**Stored data entries**
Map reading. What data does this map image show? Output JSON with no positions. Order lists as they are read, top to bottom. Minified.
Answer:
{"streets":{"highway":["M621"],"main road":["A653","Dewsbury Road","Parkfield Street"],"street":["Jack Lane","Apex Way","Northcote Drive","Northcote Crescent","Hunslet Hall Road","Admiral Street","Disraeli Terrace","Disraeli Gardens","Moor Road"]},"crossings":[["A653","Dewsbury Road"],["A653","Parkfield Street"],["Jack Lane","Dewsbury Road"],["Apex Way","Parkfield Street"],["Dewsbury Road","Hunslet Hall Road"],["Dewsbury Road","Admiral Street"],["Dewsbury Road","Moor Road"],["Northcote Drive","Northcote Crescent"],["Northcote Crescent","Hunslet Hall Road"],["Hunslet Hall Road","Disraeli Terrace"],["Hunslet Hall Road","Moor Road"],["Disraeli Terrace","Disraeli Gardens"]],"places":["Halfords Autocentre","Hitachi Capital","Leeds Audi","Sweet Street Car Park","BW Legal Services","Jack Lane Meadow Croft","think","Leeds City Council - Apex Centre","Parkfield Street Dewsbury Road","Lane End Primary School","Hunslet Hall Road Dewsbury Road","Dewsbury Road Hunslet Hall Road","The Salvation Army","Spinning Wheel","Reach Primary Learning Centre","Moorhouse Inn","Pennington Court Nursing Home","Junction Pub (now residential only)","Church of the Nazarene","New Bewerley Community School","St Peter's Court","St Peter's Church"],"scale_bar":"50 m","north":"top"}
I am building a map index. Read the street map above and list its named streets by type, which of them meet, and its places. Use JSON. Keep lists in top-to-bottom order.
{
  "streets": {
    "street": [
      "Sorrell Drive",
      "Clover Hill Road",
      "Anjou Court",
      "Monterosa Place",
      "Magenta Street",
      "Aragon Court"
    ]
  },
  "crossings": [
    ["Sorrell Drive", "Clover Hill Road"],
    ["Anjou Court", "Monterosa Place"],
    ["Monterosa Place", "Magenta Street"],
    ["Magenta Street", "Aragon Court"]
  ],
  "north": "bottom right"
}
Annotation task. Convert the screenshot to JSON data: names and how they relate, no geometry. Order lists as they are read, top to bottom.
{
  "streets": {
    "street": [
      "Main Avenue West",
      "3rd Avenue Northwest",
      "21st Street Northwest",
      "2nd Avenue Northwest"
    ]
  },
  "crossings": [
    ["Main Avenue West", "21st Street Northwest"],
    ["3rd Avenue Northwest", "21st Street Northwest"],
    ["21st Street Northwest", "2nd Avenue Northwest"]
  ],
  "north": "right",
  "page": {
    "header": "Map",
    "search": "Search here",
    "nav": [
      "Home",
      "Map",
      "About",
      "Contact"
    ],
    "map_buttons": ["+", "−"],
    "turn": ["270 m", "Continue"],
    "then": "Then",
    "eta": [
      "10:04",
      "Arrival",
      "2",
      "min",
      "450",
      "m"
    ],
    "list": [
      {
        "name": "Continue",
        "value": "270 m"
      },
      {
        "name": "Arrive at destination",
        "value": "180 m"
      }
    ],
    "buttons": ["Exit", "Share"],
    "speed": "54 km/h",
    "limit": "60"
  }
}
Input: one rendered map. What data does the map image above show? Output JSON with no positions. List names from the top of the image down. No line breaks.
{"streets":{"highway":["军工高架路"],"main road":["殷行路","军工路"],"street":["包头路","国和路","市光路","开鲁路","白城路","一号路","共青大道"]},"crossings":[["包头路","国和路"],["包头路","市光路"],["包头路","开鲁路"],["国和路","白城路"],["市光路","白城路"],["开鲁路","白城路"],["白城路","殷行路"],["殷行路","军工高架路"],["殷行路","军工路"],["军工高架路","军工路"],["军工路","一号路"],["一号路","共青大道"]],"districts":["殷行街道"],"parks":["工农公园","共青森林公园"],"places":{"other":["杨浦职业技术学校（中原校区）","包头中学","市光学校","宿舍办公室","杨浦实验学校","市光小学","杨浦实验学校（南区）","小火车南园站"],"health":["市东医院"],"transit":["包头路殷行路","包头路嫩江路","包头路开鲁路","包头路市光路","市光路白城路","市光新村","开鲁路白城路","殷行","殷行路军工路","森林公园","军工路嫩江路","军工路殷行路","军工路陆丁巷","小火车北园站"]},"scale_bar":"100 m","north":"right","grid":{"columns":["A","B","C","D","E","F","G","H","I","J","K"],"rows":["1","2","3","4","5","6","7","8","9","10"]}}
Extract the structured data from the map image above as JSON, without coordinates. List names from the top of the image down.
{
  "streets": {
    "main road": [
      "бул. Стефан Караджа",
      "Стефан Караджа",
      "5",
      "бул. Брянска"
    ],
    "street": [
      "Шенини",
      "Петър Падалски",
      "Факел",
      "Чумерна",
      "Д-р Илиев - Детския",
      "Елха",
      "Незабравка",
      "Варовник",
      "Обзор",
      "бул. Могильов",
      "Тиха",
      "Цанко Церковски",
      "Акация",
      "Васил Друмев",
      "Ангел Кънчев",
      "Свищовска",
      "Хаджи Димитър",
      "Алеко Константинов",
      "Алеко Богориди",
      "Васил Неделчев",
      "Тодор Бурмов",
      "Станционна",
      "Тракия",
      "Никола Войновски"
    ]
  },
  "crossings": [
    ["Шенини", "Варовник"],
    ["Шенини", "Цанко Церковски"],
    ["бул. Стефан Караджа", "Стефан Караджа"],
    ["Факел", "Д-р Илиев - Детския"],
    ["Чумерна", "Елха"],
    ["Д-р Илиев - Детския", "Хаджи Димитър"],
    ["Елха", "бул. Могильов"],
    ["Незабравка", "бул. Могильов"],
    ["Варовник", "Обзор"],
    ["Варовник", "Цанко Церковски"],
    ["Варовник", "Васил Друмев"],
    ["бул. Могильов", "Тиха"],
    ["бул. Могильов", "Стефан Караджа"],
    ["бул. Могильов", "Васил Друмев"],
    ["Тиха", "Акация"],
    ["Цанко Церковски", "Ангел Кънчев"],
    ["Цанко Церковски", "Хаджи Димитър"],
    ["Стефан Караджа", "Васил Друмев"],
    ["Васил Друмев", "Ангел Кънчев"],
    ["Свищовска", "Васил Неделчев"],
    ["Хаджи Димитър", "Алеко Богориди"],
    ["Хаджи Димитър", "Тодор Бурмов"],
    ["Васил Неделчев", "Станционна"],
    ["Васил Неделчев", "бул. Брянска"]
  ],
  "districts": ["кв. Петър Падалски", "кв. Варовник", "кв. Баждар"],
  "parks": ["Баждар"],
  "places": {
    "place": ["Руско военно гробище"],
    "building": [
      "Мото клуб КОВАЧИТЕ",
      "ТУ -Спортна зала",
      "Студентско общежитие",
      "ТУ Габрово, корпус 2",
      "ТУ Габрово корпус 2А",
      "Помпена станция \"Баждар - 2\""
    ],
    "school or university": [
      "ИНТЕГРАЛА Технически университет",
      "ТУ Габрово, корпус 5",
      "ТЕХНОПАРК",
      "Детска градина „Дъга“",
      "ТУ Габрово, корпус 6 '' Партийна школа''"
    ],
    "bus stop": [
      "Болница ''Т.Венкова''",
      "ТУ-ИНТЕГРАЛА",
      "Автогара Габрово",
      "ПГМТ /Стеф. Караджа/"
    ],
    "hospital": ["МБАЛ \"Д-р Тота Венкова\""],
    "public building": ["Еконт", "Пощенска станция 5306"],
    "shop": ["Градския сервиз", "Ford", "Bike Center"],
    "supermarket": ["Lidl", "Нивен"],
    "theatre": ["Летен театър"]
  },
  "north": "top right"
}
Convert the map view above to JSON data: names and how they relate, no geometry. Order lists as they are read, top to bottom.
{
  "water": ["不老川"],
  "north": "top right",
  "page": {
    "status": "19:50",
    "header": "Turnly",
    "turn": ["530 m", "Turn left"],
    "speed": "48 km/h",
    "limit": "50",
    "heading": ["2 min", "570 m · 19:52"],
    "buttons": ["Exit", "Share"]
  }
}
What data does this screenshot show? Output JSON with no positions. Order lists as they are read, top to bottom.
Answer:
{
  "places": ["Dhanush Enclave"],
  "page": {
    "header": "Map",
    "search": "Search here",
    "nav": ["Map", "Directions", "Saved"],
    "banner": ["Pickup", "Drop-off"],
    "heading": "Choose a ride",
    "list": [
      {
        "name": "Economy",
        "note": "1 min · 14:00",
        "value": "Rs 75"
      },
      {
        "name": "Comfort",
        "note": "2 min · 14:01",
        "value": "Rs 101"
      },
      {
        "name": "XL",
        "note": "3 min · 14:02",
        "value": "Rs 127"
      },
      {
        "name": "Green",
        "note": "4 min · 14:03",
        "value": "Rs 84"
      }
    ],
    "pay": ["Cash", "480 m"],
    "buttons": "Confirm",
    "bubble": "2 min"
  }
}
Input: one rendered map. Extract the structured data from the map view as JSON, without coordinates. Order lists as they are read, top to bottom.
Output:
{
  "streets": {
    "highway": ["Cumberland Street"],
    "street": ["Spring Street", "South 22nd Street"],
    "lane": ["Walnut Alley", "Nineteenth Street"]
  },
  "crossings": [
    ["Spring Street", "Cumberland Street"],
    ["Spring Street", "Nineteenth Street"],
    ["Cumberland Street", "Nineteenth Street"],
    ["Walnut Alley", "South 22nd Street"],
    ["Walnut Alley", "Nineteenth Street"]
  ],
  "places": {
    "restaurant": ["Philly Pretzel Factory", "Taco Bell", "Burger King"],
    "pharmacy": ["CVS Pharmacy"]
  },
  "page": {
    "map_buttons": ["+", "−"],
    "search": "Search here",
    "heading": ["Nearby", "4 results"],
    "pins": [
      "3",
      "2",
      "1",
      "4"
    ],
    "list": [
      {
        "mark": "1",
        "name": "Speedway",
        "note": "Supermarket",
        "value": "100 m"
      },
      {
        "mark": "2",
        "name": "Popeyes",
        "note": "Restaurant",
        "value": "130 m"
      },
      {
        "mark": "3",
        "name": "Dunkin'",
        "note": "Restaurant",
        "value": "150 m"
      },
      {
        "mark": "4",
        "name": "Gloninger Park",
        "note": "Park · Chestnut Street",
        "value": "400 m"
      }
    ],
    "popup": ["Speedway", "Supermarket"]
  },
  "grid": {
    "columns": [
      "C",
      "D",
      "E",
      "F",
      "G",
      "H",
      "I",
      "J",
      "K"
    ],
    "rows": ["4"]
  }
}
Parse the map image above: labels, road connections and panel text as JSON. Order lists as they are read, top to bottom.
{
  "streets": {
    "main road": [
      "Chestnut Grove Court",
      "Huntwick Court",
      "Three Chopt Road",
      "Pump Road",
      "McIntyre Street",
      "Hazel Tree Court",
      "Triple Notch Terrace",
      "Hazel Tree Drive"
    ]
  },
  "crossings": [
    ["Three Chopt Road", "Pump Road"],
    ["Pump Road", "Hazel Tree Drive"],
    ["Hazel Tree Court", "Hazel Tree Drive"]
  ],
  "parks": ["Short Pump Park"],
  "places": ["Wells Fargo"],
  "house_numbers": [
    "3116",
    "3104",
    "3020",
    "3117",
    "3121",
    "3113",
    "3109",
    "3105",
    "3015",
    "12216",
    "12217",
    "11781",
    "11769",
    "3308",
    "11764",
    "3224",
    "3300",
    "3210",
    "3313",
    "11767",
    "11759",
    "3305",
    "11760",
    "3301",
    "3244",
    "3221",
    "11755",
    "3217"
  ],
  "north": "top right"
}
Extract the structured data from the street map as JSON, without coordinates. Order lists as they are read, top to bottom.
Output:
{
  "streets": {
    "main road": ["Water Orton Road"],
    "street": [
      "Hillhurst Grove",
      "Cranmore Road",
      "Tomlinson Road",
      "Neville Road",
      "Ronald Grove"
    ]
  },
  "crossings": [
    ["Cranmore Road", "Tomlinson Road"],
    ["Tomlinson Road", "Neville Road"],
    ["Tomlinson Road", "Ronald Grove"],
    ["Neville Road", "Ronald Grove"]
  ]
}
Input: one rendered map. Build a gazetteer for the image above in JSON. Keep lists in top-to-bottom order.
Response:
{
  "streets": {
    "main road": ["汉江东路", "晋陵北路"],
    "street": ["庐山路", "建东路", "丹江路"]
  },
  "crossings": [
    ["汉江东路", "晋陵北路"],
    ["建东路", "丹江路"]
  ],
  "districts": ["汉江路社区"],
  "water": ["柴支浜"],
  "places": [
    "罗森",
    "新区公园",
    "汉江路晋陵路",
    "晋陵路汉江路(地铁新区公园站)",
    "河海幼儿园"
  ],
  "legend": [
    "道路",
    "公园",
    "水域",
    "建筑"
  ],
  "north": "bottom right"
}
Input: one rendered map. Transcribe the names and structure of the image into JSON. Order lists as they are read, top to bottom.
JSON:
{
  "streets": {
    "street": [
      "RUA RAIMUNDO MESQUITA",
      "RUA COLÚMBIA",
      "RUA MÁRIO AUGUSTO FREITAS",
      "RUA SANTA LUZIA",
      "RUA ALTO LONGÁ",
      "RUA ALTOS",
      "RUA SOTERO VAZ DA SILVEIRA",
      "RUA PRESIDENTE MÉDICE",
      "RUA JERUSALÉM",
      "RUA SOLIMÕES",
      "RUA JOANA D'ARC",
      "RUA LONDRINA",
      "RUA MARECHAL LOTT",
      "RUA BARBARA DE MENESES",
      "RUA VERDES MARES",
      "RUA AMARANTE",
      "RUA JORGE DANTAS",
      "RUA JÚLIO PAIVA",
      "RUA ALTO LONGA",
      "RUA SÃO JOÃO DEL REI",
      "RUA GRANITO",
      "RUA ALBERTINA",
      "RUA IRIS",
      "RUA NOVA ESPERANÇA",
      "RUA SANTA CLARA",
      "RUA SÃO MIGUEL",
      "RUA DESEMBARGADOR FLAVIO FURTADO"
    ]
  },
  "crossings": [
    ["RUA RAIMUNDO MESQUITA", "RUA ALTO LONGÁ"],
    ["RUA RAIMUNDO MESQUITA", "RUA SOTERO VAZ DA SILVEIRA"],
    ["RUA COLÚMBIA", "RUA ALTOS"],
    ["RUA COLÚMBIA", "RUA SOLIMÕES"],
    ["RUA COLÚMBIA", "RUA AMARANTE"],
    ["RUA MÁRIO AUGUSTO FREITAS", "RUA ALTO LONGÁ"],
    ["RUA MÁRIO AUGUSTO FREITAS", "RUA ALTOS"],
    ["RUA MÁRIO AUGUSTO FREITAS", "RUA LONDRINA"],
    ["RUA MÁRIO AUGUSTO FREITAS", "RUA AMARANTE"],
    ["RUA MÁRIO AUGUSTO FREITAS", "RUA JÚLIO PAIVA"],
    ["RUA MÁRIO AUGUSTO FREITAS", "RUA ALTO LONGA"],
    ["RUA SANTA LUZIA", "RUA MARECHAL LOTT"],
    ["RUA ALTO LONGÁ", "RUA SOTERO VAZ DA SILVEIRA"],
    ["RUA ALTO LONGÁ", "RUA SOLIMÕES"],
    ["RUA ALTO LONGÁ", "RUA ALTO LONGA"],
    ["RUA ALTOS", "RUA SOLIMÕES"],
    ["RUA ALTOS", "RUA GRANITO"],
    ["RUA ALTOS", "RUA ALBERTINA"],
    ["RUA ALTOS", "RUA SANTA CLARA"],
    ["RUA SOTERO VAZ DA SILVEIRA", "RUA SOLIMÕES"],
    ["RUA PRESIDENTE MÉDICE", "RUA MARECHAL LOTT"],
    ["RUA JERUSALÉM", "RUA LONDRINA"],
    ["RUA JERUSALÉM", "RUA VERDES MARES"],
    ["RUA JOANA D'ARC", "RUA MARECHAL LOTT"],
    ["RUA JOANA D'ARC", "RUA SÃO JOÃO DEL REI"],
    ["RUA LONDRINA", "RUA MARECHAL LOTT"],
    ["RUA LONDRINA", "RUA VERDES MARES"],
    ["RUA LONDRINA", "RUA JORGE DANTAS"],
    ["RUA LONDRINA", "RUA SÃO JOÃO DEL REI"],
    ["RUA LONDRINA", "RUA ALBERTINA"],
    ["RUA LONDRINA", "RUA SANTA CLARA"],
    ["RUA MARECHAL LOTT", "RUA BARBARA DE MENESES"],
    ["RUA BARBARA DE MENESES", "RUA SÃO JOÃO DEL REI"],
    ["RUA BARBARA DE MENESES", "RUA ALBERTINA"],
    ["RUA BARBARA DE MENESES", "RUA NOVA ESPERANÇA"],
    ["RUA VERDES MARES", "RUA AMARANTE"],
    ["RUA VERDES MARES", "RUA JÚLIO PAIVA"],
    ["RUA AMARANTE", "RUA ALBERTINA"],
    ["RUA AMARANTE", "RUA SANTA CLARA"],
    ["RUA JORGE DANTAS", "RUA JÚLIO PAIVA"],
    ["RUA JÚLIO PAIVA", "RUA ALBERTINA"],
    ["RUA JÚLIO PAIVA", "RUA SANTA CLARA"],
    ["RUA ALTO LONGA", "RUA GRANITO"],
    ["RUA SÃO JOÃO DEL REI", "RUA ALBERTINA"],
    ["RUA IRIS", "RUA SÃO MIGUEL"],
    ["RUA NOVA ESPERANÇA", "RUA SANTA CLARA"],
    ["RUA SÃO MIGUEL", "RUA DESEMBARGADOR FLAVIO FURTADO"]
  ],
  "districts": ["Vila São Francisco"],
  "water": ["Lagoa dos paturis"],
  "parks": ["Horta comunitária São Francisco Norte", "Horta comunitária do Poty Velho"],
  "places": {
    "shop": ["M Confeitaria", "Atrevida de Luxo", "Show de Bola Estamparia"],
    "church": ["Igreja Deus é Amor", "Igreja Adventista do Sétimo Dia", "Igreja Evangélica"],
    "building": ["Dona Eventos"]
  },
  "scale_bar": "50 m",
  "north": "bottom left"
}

**PROBLEM TO SOLVE**
How many lines in the entries contain the string "MESQUITA"? Give the number only.

**SOLUTION TO THE EXERCISE**
3